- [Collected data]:

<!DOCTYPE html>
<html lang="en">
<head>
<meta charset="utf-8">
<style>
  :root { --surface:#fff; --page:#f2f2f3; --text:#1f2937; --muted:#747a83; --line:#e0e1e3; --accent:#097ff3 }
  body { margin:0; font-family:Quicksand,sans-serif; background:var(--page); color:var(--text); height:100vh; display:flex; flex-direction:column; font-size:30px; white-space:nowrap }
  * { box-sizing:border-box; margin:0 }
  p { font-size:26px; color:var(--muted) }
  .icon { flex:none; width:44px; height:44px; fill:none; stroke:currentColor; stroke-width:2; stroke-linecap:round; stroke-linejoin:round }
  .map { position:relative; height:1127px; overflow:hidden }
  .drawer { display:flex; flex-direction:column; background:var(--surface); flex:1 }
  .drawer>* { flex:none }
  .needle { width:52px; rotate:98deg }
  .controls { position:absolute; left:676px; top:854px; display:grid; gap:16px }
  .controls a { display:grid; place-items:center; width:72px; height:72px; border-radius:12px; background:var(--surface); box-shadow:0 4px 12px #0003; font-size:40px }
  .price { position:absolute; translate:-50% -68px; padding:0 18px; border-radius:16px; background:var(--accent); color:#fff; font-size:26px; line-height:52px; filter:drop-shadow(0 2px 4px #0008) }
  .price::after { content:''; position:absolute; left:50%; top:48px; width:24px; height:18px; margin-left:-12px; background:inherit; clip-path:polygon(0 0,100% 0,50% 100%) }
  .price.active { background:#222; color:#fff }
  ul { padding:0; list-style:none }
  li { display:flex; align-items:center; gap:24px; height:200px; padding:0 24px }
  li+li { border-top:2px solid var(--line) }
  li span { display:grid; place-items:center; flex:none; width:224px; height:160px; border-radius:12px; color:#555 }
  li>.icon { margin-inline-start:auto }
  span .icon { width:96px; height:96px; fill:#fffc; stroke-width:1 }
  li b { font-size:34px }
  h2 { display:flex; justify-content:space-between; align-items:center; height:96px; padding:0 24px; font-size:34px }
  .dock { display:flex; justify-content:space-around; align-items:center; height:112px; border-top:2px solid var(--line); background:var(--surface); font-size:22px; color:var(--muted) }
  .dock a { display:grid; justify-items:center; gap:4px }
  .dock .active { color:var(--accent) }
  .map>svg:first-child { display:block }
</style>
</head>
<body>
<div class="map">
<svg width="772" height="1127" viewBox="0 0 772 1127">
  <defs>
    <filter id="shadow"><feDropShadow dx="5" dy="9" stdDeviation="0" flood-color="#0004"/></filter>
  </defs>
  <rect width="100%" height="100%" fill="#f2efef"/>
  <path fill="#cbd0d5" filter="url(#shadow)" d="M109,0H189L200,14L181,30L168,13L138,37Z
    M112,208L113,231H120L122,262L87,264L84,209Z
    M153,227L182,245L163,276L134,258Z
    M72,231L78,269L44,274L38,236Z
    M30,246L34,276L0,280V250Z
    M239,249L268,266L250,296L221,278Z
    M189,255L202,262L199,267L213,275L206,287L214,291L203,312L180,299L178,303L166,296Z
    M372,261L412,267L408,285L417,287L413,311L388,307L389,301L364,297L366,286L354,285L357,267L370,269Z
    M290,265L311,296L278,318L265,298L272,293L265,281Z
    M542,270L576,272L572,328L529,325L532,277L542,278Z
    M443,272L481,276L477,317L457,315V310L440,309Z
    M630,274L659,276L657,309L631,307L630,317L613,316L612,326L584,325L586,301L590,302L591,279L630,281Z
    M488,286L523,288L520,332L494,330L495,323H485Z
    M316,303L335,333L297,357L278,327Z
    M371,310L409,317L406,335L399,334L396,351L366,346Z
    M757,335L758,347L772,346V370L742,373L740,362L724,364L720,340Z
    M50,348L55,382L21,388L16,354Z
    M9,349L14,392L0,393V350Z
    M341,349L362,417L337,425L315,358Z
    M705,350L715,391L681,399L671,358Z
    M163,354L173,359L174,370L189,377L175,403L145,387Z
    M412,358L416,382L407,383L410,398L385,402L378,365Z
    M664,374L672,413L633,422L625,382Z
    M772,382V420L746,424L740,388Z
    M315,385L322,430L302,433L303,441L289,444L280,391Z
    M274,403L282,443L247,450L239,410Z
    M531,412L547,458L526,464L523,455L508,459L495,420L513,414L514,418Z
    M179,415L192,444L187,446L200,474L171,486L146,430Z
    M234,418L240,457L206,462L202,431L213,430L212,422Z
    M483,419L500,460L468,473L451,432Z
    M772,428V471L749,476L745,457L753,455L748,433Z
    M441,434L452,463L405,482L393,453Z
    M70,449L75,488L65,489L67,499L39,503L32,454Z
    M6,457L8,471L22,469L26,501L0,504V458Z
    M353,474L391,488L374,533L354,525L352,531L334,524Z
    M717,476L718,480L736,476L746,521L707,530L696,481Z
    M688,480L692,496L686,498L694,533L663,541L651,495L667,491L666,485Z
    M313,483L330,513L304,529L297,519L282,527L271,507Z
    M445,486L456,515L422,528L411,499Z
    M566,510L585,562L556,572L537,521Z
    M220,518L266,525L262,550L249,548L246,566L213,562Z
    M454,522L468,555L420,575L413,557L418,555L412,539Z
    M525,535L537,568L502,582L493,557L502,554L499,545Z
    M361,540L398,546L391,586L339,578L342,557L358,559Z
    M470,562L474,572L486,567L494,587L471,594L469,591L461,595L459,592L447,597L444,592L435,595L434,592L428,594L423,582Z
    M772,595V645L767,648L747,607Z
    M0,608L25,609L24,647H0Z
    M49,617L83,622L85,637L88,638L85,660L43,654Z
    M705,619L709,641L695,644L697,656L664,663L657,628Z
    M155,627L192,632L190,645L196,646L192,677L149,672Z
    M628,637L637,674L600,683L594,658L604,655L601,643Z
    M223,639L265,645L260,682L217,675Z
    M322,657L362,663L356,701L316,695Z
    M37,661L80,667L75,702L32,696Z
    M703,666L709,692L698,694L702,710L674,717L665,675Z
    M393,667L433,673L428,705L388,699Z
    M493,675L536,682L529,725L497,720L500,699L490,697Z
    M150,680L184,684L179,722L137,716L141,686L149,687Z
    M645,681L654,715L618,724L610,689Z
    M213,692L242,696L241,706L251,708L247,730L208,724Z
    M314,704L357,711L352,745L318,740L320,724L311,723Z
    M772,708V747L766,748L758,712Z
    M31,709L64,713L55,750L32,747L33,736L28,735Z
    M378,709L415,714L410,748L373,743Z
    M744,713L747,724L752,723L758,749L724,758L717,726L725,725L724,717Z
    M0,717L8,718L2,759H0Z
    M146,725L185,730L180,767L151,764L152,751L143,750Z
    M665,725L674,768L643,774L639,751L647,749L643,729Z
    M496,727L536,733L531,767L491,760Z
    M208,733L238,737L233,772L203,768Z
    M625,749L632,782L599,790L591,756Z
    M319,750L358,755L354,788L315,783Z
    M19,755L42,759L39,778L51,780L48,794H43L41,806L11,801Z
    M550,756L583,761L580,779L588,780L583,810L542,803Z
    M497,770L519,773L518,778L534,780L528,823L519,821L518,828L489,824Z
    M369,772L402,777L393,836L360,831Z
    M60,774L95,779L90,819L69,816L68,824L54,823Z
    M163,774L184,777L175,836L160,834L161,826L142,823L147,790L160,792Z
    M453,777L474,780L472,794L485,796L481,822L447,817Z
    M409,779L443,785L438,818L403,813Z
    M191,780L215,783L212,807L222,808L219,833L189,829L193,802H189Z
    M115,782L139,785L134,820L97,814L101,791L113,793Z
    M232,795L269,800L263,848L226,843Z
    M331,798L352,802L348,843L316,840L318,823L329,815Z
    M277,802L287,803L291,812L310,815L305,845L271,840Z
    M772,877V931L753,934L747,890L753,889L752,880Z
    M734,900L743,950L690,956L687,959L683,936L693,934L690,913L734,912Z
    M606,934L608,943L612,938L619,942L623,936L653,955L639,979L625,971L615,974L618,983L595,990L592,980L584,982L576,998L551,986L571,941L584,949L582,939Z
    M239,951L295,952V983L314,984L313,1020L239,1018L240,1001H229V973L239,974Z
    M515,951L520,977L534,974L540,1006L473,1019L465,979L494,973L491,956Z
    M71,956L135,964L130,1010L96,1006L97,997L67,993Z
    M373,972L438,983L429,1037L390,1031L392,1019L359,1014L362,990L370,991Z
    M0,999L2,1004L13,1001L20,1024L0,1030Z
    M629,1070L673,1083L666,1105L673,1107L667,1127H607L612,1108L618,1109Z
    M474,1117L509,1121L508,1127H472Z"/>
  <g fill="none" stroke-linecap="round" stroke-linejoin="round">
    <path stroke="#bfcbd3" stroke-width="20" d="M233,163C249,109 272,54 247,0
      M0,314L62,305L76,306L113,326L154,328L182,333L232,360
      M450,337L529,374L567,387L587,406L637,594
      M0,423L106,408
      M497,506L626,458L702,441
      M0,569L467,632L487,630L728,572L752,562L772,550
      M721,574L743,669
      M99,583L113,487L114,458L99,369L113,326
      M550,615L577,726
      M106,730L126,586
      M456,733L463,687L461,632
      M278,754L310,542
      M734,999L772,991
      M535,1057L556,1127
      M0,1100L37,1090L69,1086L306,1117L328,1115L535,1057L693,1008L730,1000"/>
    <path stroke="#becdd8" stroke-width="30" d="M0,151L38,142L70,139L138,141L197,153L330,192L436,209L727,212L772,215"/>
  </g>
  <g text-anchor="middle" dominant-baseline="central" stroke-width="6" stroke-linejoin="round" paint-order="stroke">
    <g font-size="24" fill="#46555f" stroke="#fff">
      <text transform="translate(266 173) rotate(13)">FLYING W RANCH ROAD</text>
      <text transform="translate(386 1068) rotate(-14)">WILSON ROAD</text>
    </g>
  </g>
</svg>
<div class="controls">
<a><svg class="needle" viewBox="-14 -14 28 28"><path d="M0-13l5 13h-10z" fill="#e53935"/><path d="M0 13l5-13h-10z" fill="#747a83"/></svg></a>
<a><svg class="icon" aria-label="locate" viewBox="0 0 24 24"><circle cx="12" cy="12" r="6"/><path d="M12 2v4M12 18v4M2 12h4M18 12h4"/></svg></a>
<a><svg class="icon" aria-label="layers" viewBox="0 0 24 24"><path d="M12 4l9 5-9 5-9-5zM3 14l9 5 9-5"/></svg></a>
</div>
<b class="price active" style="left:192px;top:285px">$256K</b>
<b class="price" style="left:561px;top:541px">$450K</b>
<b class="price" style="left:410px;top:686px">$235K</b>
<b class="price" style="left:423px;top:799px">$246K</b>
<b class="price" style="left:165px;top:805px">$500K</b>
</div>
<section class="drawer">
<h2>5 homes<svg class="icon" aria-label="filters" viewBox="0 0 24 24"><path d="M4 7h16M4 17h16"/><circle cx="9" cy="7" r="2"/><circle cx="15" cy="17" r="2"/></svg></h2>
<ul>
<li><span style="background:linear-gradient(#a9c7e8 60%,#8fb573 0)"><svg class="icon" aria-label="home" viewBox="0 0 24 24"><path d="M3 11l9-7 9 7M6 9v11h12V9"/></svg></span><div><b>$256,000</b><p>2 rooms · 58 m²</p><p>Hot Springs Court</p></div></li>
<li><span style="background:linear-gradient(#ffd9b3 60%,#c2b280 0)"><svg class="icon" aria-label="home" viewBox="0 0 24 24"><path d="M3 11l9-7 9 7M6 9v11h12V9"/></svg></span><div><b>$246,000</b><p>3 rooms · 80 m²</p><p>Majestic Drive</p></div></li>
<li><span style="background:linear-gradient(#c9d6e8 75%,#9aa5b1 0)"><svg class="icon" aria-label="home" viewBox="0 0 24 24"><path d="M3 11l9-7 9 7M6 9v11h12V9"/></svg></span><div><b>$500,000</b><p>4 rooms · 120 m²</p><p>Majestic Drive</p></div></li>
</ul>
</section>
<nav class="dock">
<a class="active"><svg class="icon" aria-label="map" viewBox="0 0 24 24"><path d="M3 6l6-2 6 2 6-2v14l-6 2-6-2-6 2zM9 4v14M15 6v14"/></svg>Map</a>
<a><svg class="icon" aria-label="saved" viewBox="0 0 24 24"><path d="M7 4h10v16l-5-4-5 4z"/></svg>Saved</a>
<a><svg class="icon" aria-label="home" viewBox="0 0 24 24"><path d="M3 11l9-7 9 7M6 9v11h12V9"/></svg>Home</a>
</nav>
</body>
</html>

- [Task details]: Pick out the lines above that hold the string "direction" and show them.

- [Response box]:
  body { margin:0; font-family:Quicksand,sans-serif; background:var(--page); color:var(--text); height:100vh; display:flex; flex-direction:column; font-size:30px; white-space:nowrap }
  .drawer { display:flex; flex-direction:column; background:var(--surface); flex:1 }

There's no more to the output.